Model Performance Issues

# Monitor system resources
htop
nvidia-smi  # If using GPU

# Test model directly
ollama list
ollama run deepseek-coder-v2

Cluster Code Connection Issues

# Test connection to proxy
curl -H "Authorization: Bearer your-key" \
     http://localhost:4000/v1/models

# Check environment variables
echo $ANTHROPIC_BASE_URL
echo $ANTHROPIC_AUTH_TOKEN

Security Considerations

Authentication

Use strong, unique master keys for LiteLLM proxy
Rotate keys regularly
Limit access to proxy server

Network Security

Run proxy on localhost or secure internal network
Use TLS/SSL for remote connections
Implement firewall rules as needed

Data Privacy

Local models keep your data on-premises
No data sent to external APIs
Full control over logging and data retention

Integration with Existing Workflows

CI/CD Integration

# .github/workflows/cluster-check.yml
name: Cluster Health Check
on: [push, pull_request]

jobs:
  diagnose:
    runs-on: ubuntu-latest
    steps:
      - uses: actions/checkout@v3
      - name: Setup Local LLM
        run: |
          pip install 'litellm[proxy]'
          litellm --config config.yaml --port 4000 &
      - name: Run Diagnostics
        env:
          ANTHROPIC_BASE_URL: "http://localhost:4000"
          ANTHROPIC_AUTH_TOKEN: "$"
        run: |
          cluster-code --model local-cluster-model diagnose --output json

Team Collaboration

Share your LiteLLM configuration with team members:

# Create team configuration
git add config.yaml
git commit -m "Add shared LLM configuration"

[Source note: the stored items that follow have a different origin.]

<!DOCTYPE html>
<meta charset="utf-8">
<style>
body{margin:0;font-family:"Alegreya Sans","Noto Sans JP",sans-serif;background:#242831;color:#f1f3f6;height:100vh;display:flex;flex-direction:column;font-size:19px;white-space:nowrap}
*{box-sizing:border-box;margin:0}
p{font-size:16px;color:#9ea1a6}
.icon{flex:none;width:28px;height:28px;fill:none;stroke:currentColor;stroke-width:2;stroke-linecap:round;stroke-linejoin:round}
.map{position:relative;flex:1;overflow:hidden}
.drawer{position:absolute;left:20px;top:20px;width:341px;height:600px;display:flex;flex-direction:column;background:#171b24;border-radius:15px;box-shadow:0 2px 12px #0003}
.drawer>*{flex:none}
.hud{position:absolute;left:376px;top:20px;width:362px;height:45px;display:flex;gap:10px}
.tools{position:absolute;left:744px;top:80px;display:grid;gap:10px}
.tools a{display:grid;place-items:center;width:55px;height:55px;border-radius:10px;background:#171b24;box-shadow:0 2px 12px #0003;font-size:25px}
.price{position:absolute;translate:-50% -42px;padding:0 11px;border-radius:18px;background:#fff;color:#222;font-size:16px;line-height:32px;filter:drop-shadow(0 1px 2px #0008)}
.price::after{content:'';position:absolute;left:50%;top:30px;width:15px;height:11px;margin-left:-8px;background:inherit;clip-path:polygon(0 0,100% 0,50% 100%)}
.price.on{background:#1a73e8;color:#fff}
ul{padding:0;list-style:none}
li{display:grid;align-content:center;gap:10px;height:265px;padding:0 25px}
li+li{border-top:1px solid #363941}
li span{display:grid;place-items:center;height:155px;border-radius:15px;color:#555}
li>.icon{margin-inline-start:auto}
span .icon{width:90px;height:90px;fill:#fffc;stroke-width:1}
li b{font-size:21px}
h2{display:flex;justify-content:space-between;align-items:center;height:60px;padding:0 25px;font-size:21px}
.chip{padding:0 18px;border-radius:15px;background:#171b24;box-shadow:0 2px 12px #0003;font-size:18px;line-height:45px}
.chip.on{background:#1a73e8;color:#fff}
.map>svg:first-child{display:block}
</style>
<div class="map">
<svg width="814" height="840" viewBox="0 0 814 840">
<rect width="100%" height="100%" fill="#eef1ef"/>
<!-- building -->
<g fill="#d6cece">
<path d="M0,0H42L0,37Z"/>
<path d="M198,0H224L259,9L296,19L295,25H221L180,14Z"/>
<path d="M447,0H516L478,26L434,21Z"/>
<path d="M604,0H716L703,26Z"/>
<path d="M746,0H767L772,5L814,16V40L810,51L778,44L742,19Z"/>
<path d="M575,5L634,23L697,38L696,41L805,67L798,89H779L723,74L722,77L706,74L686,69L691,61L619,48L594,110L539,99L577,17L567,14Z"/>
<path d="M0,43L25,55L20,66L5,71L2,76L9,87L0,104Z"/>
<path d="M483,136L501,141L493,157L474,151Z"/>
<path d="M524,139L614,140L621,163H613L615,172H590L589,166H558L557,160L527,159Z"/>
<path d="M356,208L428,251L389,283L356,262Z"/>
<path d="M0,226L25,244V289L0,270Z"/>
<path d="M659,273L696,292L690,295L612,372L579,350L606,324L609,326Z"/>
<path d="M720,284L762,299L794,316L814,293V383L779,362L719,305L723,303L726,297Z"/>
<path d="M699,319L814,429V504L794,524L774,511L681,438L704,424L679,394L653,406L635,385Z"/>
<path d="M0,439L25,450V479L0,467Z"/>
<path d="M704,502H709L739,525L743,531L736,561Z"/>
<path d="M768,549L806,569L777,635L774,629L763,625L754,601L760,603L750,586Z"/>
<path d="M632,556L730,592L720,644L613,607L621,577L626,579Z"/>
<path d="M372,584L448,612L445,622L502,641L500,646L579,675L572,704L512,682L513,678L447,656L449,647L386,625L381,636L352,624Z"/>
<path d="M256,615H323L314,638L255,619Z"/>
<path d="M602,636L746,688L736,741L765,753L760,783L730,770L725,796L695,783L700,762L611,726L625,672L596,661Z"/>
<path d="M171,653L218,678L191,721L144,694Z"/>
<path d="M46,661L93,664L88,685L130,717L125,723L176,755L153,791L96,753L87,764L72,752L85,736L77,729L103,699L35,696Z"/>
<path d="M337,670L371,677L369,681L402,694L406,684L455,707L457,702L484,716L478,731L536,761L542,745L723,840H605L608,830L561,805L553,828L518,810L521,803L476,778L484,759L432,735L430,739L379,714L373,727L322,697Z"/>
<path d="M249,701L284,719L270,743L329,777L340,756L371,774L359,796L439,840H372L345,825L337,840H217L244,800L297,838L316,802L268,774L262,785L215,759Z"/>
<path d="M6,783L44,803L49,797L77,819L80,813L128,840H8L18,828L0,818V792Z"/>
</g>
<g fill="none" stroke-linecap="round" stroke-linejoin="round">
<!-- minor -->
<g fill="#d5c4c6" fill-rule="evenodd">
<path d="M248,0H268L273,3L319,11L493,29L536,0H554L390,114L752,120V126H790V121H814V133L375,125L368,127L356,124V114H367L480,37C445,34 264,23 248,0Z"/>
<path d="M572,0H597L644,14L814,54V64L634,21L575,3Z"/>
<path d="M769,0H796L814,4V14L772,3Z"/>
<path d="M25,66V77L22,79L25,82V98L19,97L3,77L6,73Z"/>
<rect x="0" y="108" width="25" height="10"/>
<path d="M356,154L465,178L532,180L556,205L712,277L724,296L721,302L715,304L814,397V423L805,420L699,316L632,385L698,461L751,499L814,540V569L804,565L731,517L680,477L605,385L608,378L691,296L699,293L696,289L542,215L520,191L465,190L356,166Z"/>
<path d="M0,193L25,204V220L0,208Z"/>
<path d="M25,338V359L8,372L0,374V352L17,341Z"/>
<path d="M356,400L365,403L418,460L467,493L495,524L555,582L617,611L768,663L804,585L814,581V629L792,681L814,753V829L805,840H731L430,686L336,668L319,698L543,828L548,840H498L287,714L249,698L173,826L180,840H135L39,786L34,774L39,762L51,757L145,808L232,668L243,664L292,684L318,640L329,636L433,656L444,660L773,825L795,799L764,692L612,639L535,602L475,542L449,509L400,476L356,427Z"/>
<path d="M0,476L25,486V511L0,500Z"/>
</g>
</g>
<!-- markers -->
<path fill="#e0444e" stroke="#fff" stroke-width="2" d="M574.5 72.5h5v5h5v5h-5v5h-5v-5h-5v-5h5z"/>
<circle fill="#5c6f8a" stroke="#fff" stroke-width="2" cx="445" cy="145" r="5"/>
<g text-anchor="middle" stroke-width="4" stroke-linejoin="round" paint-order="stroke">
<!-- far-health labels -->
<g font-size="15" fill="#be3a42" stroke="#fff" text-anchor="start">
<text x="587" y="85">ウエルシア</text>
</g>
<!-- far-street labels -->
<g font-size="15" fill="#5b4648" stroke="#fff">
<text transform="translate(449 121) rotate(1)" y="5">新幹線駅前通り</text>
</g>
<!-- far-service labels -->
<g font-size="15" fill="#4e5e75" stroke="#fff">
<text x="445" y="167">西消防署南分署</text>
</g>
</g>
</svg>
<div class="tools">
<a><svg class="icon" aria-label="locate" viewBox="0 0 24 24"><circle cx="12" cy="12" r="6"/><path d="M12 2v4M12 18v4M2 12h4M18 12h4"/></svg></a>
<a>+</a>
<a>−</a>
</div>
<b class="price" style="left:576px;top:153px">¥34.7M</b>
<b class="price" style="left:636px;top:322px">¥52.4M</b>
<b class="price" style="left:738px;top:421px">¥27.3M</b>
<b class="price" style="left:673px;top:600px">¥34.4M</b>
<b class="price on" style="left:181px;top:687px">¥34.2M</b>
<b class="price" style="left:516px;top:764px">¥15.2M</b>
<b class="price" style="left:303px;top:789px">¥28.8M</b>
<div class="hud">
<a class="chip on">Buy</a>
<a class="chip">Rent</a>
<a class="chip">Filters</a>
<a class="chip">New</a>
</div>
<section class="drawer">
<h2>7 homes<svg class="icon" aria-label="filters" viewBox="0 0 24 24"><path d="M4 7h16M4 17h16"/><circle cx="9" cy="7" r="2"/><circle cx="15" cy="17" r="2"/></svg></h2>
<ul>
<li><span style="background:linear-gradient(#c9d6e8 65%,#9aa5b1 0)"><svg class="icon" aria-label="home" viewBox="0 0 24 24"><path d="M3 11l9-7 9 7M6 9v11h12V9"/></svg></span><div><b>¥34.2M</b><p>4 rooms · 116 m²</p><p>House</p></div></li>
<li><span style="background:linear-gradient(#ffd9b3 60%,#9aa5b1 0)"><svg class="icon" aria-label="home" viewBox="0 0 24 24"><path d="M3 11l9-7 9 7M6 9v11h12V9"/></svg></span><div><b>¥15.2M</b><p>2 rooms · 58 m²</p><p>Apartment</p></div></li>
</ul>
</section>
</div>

# Team members can easily set up
pip install 'litellm[proxy]'
litellm --config config.yaml

Future Enhancements

Planned improvements to Local LLM support:

Native Integration: Direct LLM endpoint configuration without proxy
Model Auto-Selection: Automatically choose best model for specific tasks
Performance Monitoring: Built-in metrics and alerting
Fine-tuning Support: Integration with custom fine-tuned models
Edge Deployment: Support for edge computing scenarios

Support

For Local LLM support issues:

Documentation: https://docs.cluster-code.io/local-llm
Community: https://discord.gg/cluster-code
Issues: https://github.com/your-org/cluster-code/issues
LiteLLM Docs: https://docs.litellm.ai/

Contributing

We welcome contributions to improve Local LLM support:

Test with different local models
Share performance benchmarks
Contribute model-specific optimizations
Improve documentation and examples
Report bugs and suggest enhancements

Local LLM support enables Cluster Code to work with your preferred models while maintaining privacy and control over your cluster management workflows.